Now, I do not deny or doubt one thing you've posted above. Nursing school was a nightmare for us all. I went to an all black nursing school and there were things I went through that I KNOW was because of my skin color. HOWEVER, that was nursing school and as we all know, nursing school is not nursing. I have never accused all blacks of being racist just because I had a few racist nursing instructors.

I have to respectfully disagree here, nurs4kids. You see, if nursing school is the gateway to nursing, then nursing instructors are the gate keepers of the profession. Hence, whatever "isms" (racism, sexism, etc) exist in nursing are often reflected in the nursing instructors we all run into. The problem is often being able to separate an "ism" that is a societal problem from an "ism" that is a problem specific to nursing. In your example, racism is a society wide problem. On the other hand, ANTI MALE sexism seems to be more of a problem specific to female dominated professions (just as anti-female sexism is a problem in male dominated professions). What I was exposed to was not prejudice based on my gender in general. It was gender based prejudice only insofar as a member of that gender trying to break into the "girls club."
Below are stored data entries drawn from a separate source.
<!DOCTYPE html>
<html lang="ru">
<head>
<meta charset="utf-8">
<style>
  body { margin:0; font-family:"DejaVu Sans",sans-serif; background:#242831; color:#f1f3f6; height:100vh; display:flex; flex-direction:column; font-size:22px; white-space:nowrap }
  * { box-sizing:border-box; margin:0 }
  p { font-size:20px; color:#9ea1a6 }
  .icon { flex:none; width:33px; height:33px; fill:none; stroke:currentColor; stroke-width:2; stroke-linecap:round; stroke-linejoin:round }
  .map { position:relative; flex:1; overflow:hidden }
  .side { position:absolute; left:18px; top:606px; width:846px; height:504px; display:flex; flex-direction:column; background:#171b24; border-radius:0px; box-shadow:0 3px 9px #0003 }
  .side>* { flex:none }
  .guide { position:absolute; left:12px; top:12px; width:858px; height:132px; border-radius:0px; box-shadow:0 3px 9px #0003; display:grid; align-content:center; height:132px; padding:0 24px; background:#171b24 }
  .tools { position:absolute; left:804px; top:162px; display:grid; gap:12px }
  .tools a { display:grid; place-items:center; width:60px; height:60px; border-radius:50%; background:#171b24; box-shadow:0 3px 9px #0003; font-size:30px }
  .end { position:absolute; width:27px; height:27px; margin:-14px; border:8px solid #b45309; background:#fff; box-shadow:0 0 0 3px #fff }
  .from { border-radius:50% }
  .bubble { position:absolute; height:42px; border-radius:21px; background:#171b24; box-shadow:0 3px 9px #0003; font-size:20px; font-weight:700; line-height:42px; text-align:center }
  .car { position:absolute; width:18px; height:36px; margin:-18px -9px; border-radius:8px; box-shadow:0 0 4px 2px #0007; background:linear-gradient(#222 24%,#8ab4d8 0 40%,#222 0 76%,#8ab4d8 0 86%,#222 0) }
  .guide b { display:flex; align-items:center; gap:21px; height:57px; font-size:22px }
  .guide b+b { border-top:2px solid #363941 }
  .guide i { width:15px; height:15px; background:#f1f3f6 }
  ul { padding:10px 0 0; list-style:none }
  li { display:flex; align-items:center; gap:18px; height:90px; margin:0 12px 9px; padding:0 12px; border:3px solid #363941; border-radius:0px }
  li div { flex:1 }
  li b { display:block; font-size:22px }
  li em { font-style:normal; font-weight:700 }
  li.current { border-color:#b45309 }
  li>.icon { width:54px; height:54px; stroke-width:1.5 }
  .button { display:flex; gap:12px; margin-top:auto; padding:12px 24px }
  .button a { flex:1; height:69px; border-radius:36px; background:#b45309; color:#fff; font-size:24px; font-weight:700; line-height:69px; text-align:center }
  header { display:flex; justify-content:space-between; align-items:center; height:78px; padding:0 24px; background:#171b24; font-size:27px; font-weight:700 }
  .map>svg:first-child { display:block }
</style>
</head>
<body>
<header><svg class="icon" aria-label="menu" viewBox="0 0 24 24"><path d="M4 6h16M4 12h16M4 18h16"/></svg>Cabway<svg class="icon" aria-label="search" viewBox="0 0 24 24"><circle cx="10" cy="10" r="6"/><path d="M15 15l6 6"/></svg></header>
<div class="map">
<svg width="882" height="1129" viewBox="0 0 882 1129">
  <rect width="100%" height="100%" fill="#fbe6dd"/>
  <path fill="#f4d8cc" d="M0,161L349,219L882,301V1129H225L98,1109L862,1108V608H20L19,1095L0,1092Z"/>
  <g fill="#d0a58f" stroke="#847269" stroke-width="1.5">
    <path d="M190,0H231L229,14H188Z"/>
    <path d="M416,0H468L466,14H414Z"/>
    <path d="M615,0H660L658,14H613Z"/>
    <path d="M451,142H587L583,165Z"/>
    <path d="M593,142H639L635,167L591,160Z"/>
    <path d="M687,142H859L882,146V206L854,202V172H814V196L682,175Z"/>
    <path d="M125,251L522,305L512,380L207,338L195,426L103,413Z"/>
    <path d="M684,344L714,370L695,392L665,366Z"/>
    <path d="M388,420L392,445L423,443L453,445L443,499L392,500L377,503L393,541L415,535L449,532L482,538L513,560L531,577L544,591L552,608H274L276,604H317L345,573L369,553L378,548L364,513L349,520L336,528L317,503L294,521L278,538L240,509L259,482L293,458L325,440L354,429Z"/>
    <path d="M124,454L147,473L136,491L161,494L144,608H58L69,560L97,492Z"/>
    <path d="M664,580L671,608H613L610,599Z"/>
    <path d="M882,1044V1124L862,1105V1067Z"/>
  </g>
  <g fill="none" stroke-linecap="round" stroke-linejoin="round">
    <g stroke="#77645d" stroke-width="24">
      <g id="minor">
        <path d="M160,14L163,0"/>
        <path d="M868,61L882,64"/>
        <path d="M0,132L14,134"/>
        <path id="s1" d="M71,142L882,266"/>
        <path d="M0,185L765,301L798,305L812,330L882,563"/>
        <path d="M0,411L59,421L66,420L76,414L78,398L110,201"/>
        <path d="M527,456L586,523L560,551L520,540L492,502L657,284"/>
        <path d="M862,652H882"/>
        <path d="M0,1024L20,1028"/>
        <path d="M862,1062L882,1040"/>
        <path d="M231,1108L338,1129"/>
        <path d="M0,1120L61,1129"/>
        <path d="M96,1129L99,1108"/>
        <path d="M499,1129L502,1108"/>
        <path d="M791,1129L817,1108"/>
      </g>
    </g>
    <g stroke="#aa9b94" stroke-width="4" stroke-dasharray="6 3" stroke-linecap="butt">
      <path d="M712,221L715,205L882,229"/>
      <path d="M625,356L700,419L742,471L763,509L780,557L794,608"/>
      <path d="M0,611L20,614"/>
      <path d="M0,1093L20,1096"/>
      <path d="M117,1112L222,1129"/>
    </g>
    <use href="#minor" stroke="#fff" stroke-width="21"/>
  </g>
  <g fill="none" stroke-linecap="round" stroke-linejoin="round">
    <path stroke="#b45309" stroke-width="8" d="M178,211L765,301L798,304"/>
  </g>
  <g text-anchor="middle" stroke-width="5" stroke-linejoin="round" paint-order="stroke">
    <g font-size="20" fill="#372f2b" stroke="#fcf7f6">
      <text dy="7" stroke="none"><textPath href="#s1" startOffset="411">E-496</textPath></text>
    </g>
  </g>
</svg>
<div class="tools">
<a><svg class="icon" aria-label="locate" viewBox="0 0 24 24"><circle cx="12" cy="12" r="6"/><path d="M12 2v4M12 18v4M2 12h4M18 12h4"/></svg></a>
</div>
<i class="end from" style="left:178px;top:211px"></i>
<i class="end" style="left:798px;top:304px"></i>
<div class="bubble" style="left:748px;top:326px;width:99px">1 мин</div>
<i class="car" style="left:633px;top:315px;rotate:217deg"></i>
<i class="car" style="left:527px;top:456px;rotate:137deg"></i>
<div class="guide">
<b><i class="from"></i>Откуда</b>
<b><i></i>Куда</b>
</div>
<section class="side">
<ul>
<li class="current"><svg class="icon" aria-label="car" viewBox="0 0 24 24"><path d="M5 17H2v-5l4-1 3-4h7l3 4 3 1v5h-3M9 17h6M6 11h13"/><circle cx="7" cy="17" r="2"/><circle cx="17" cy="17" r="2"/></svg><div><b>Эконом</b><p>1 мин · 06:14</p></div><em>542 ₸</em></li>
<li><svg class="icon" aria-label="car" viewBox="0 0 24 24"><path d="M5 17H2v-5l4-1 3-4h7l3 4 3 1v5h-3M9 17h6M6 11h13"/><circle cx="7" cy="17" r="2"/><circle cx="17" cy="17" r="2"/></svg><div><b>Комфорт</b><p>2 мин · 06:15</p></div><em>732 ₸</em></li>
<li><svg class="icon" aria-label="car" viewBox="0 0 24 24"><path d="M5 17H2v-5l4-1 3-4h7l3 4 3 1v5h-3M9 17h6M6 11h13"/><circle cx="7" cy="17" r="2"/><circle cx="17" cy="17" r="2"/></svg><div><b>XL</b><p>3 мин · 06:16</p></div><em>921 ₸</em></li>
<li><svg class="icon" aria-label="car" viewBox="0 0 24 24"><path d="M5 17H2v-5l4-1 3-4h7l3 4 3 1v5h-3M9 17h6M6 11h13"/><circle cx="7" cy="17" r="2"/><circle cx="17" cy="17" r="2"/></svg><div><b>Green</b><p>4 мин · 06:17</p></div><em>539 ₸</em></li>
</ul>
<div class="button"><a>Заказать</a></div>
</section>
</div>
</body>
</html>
There are other examples, such as the fine post provided by ERN, or the example I gave earlier. Remember? My co-workers with bad backs could beg off from helping with physical activity without much being said. But, if I tried to do so owing to an injury that left me a disabled vet, I was a wimp.

Now, all that said, allow me one more observation. The female nurses who have an anti-male nurse bias are an extreme minority. So, is anti-male bias a problem in nursing? Well, yes in as much as any gender bias is a problem. Is it the most pressing problem in nursing? Is it even a really big problem in nursing? Not by a long shot.